ASSIGNMENT: Please repeat the records exactly. The pictures are to be left out.

Content starts

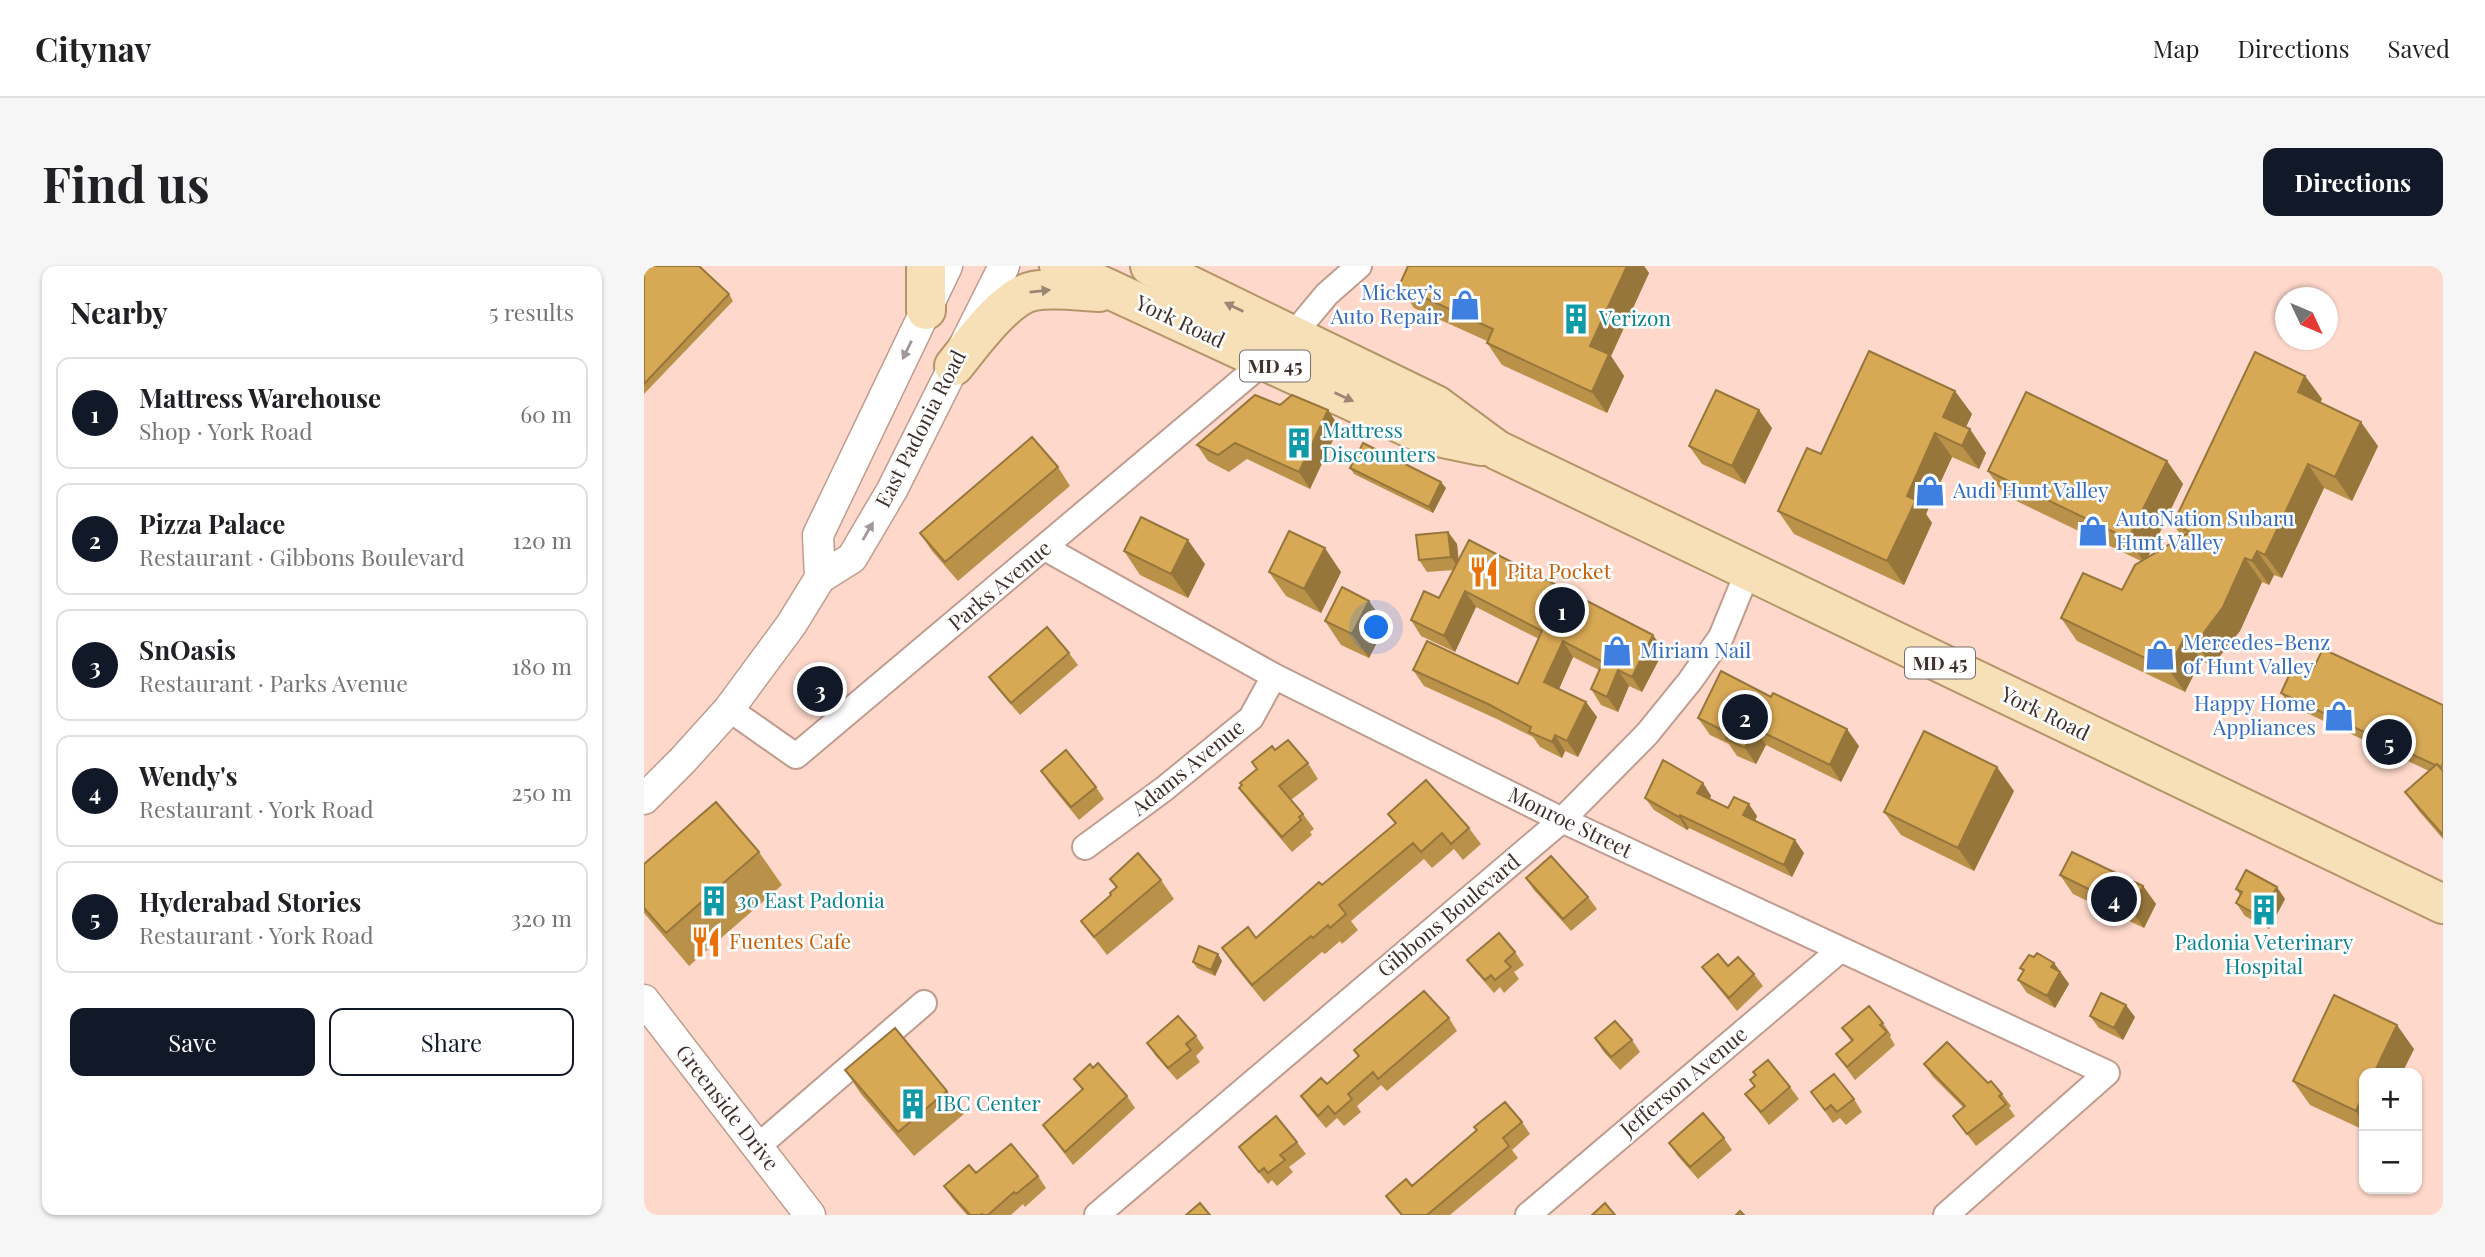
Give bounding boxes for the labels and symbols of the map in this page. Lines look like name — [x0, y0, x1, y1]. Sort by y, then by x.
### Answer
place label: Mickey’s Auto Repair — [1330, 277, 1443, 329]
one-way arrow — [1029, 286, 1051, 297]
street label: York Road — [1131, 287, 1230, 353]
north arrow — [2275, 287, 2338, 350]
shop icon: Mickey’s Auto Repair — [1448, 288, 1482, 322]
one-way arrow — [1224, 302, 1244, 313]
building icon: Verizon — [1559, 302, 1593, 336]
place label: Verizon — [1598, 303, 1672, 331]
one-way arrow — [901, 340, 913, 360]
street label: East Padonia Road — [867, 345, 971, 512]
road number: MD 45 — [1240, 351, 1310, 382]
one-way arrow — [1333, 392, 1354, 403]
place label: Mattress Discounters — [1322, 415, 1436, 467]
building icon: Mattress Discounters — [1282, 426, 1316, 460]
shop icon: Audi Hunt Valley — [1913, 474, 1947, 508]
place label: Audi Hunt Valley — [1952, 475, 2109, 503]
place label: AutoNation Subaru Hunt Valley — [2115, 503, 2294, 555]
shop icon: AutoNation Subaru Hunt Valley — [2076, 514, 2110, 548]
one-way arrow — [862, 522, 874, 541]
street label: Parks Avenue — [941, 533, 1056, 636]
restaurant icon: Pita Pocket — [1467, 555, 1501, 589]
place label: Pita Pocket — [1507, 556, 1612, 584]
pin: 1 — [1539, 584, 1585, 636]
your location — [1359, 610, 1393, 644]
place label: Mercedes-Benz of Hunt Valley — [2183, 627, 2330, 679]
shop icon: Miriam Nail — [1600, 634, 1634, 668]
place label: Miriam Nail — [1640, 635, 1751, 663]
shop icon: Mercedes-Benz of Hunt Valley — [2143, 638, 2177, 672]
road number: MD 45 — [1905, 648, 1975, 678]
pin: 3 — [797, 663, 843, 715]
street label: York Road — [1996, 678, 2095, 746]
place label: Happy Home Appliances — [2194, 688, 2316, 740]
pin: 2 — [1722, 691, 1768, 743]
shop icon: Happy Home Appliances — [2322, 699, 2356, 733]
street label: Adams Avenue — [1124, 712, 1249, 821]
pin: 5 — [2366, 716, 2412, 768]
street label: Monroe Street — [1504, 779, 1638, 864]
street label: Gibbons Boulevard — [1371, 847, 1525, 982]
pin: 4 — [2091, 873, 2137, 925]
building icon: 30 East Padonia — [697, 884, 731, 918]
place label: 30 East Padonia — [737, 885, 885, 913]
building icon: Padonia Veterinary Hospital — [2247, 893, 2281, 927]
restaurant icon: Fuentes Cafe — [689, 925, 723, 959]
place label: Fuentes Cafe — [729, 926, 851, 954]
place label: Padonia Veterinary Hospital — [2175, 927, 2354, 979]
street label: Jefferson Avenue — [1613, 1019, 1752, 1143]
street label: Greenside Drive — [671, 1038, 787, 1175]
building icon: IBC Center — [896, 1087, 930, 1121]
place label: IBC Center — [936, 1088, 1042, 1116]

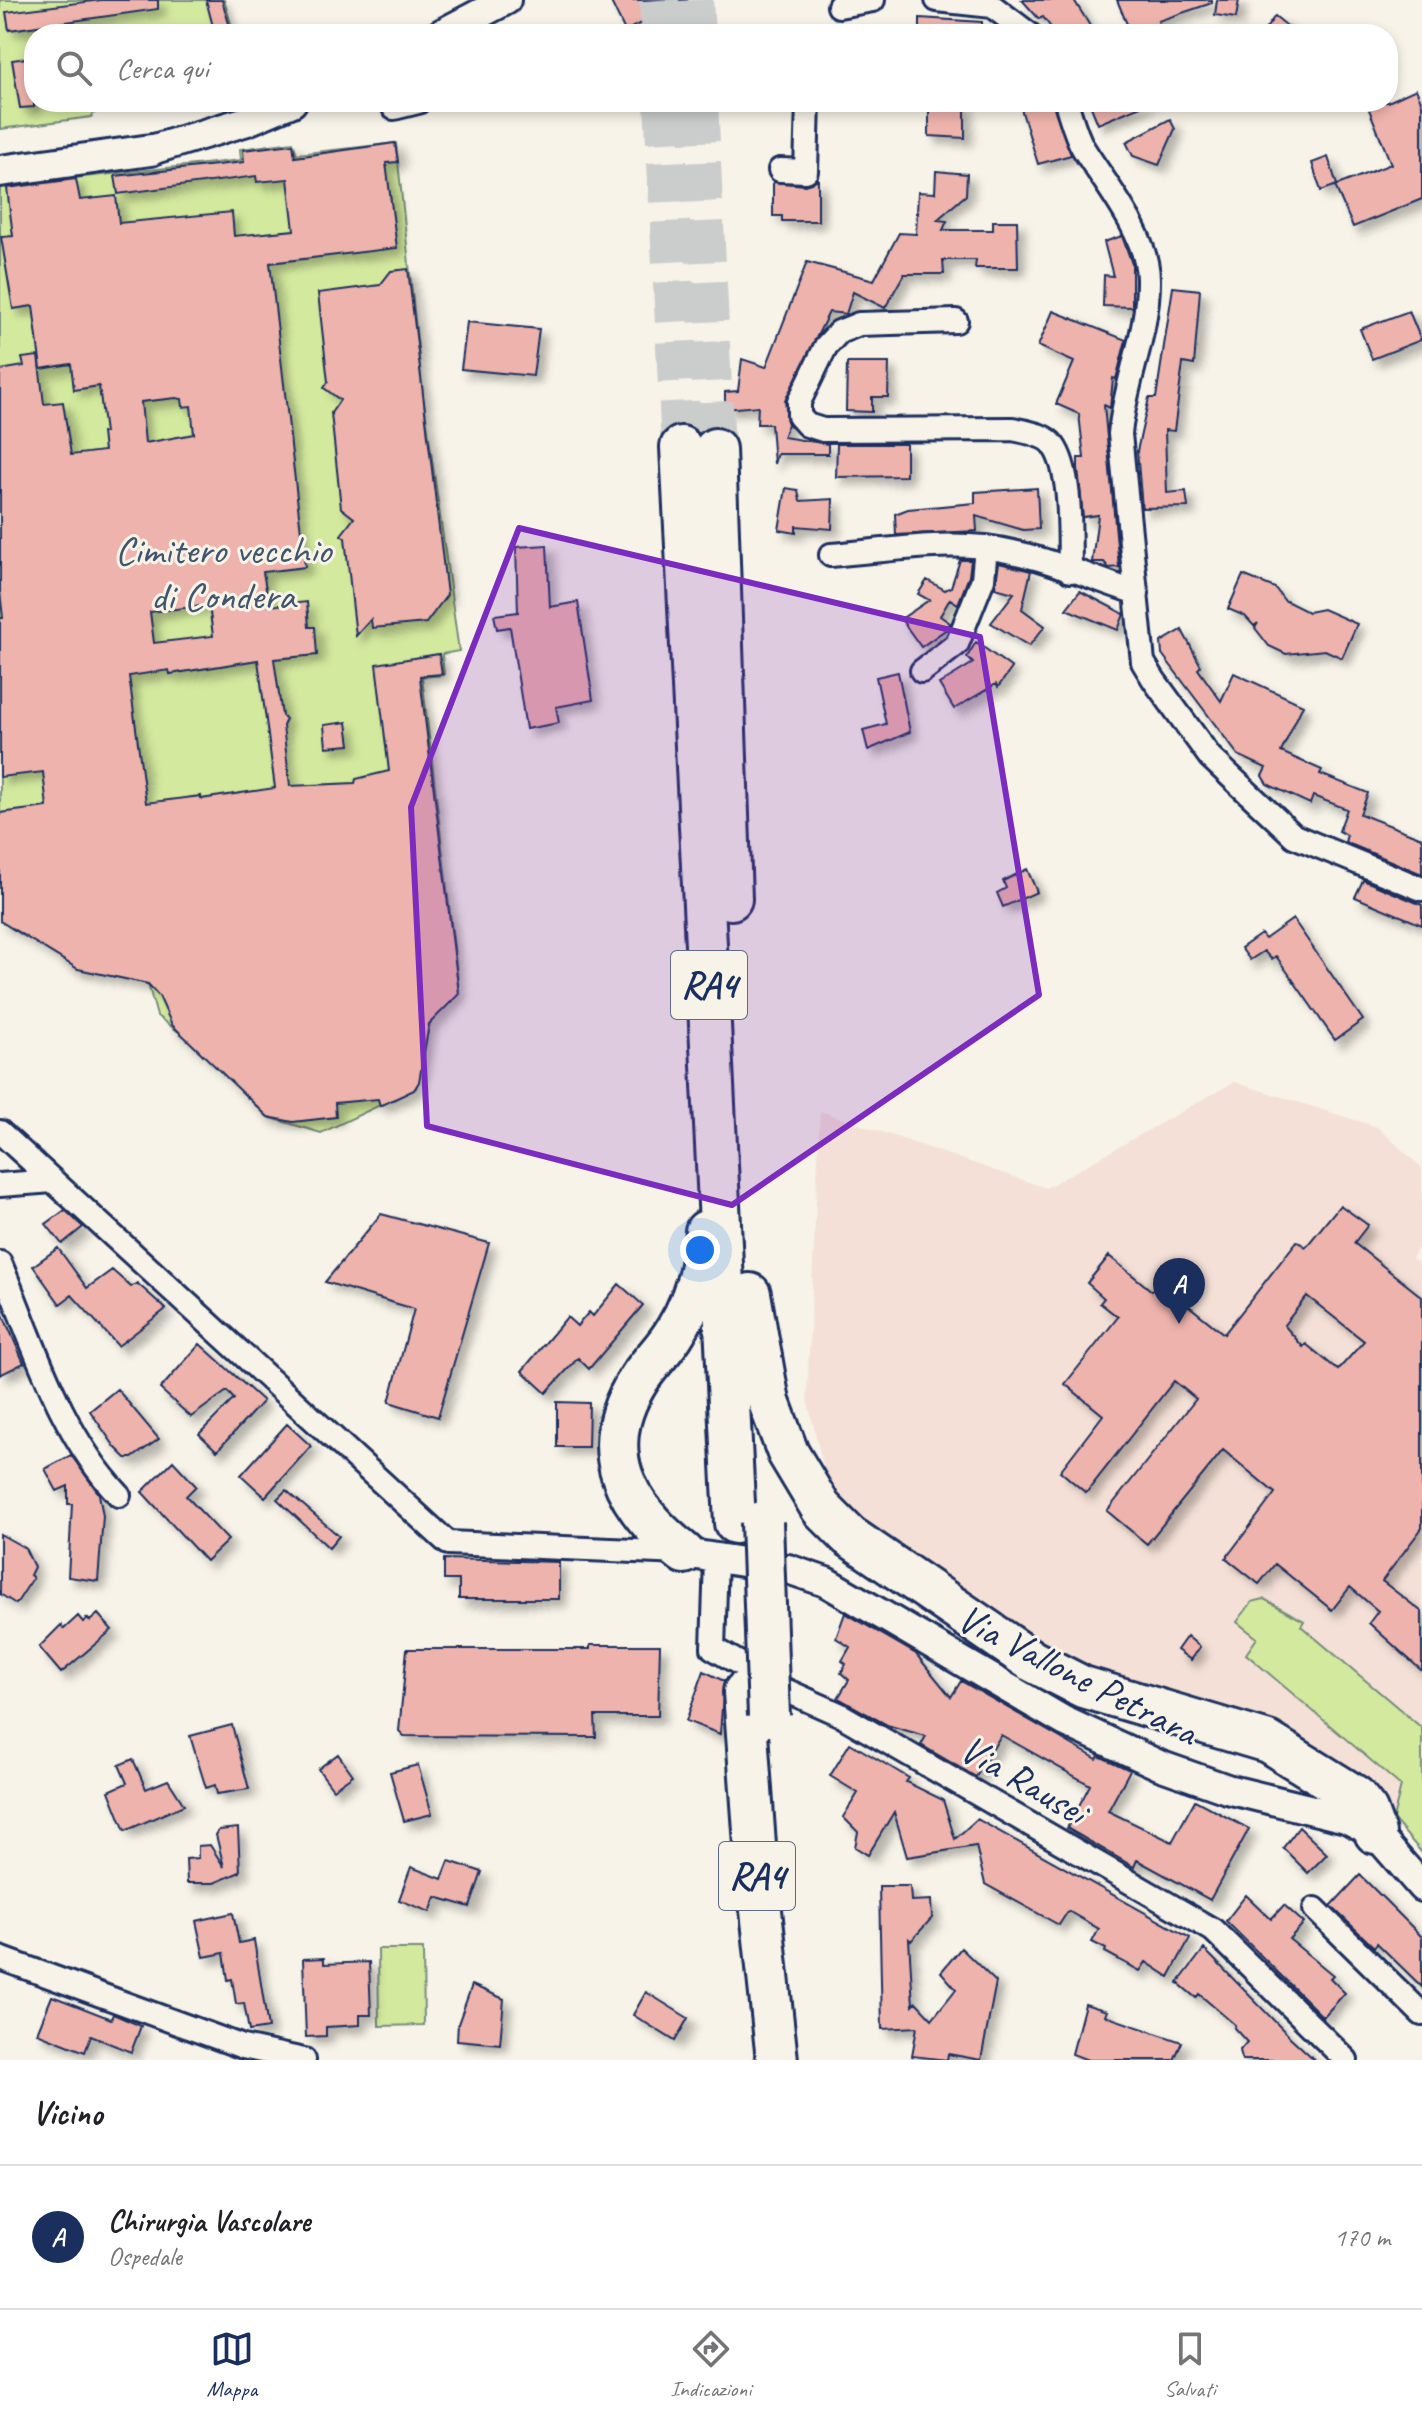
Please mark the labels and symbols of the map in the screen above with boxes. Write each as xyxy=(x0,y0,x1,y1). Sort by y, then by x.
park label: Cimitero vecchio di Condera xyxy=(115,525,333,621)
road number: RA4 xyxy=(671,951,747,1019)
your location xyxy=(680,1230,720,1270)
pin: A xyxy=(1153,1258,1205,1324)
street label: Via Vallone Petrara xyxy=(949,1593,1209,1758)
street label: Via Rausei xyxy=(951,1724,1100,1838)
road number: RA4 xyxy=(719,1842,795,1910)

Content ends

RESULT FOR THIS TASK:
Give bounding boxes for the labels and symbols of the map in this page. Lines look like name — [x0, y0, x1, y1]. Sort by y, then by x.
### Answer
place label: Mickey’s Auto Repair — [1330, 277, 1443, 329]
one-way arrow — [1029, 286, 1051, 297]
street label: York Road — [1131, 287, 1230, 353]
north arrow — [2275, 287, 2338, 350]
shop icon: Mickey’s Auto Repair — [1448, 288, 1482, 322]
one-way arrow — [1224, 302, 1244, 313]
building icon: Verizon — [1559, 302, 1593, 336]
place label: Verizon — [1598, 303, 1672, 331]
one-way arrow — [901, 340, 913, 360]
street label: East Padonia Road — [867, 345, 971, 512]
road number: MD 45 — [1240, 351, 1310, 382]
one-way arrow — [1333, 392, 1354, 403]
place label: Mattress Discounters — [1322, 415, 1436, 467]
building icon: Mattress Discounters — [1282, 426, 1316, 460]
shop icon: Audi Hunt Valley — [1913, 474, 1947, 508]
place label: Audi Hunt Valley — [1952, 475, 2109, 503]
place label: AutoNation Subaru Hunt Valley — [2115, 503, 2294, 555]
shop icon: AutoNation Subaru Hunt Valley — [2076, 514, 2110, 548]
one-way arrow — [862, 522, 874, 541]
street label: Parks Avenue — [941, 533, 1056, 636]
restaurant icon: Pita Pocket — [1467, 555, 1501, 589]
place label: Pita Pocket — [1507, 556, 1612, 584]
pin: 1 — [1539, 584, 1585, 636]
your location — [1359, 610, 1393, 644]
place label: Mercedes-Benz of Hunt Valley — [2183, 627, 2330, 679]
shop icon: Miriam Nail — [1600, 634, 1634, 668]
place label: Miriam Nail — [1640, 635, 1751, 663]
shop icon: Mercedes-Benz of Hunt Valley — [2143, 638, 2177, 672]
road number: MD 45 — [1905, 648, 1975, 678]
pin: 3 — [797, 663, 843, 715]
street label: York Road — [1996, 678, 2095, 746]
place label: Happy Home Appliances — [2194, 688, 2316, 740]
pin: 2 — [1722, 691, 1768, 743]
shop icon: Happy Home Appliances — [2322, 699, 2356, 733]
street label: Adams Avenue — [1124, 712, 1249, 821]
pin: 5 — [2366, 716, 2412, 768]
street label: Monroe Street — [1504, 779, 1638, 864]
street label: Gibbons Boulevard — [1371, 847, 1525, 982]
pin: 4 — [2091, 873, 2137, 925]
building icon: 30 East Padonia — [697, 884, 731, 918]
place label: 30 East Padonia — [737, 885, 885, 913]
building icon: Padonia Veterinary Hospital — [2247, 893, 2281, 927]
restaurant icon: Fuentes Cafe — [689, 925, 723, 959]
place label: Fuentes Cafe — [729, 926, 851, 954]
place label: Padonia Veterinary Hospital — [2175, 927, 2354, 979]
street label: Jefferson Avenue — [1613, 1019, 1752, 1143]
street label: Greenside Drive — [671, 1038, 787, 1175]
building icon: IBC Center — [896, 1087, 930, 1121]
place label: IBC Center — [936, 1088, 1042, 1116]

Please mark the labels and symbols of the map in the screen above with boxes. Write each as xyxy=(x0,y0,x1,y1). Sort by y, then by x.
park label: Cimitero vecchio di Condera xyxy=(115,525,333,621)
road number: RA4 xyxy=(671,951,747,1019)
your location xyxy=(680,1230,720,1270)
pin: A xyxy=(1153,1258,1205,1324)
street label: Via Vallone Petrara xyxy=(949,1593,1209,1758)
street label: Via Rausei xyxy=(951,1724,1100,1838)
road number: RA4 xyxy=(719,1842,795,1910)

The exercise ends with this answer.